Data items:
★ ★ ★
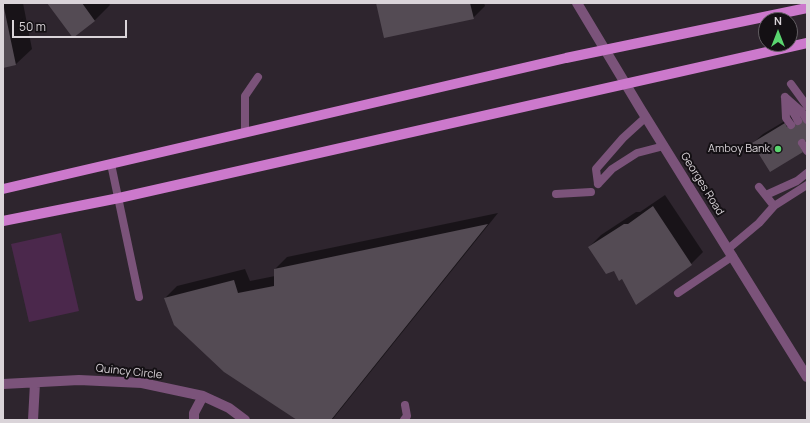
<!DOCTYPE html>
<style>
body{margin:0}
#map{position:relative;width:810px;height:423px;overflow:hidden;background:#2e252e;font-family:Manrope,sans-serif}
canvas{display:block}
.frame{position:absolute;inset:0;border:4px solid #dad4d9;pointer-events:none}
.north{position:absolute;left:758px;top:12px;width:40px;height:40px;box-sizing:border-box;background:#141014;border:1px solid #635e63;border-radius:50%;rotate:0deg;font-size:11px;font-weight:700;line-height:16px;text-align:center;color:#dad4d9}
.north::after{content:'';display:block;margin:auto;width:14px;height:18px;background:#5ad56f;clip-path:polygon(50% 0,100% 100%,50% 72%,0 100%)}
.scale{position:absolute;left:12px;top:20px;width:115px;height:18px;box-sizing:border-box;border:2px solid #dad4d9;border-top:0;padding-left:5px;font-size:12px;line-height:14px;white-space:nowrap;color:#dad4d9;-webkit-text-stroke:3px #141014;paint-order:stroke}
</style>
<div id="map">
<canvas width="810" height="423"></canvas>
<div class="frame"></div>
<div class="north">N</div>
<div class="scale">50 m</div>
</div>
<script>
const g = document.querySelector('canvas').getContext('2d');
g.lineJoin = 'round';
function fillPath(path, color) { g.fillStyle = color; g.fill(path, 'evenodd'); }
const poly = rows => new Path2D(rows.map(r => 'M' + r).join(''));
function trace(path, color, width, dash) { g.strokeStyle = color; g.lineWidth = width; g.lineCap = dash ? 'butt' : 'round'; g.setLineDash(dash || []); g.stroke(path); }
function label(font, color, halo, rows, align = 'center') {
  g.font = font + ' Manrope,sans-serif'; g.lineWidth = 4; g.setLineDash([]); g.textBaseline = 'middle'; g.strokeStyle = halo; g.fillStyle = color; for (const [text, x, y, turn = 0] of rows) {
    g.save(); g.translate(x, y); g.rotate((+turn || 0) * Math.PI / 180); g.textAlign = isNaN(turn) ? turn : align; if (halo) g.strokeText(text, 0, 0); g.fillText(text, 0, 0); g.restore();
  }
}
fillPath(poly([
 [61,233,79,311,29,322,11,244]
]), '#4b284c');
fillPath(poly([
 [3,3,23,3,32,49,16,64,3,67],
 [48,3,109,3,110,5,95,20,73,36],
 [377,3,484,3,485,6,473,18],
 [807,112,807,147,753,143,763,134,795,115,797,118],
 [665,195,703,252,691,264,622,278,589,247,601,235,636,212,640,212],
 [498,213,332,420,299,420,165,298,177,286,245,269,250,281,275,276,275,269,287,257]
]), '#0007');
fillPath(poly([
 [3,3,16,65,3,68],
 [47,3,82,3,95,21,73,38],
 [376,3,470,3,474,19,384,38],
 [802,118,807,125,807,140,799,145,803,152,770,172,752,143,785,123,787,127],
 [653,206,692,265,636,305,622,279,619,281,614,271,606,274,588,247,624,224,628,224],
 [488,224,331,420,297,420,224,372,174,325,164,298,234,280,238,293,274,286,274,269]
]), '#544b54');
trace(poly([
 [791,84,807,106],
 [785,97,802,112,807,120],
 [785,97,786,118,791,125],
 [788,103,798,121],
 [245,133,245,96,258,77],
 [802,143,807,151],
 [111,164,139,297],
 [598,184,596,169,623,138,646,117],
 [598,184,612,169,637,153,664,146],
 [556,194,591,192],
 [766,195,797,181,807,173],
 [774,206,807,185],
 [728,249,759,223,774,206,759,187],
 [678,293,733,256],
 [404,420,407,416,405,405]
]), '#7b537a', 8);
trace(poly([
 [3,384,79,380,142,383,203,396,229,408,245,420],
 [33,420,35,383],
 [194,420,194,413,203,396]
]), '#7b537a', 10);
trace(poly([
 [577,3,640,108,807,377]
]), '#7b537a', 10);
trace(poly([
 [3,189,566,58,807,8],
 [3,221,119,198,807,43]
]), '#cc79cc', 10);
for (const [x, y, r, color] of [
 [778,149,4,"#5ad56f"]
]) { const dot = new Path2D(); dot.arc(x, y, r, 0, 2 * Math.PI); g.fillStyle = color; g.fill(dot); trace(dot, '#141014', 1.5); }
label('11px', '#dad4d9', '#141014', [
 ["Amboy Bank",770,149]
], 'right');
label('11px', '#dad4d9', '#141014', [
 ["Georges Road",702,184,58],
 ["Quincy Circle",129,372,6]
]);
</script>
★ ★ ★
• YOUR ASSIGNMENT: Go through the data and gather every line that holds "strokeStyle".

• ANSWER SECTION:
function trace(path, color, width, dash) { g.strokeStyle = color; g.lineWidth = width; g.lineCap = dash ? 'butt' : 'round'; g.setLineDash(dash || []); g.stroke(path); }
  g.font = font + ' Manrope,sans-serif'; g.lineWidth = 4; g.setLineDash([]); g.textBaseline = 'middle'; g.strokeStyle = halo; g.fillStyle = color; for (const [text, x, y, turn = 0] of rows) {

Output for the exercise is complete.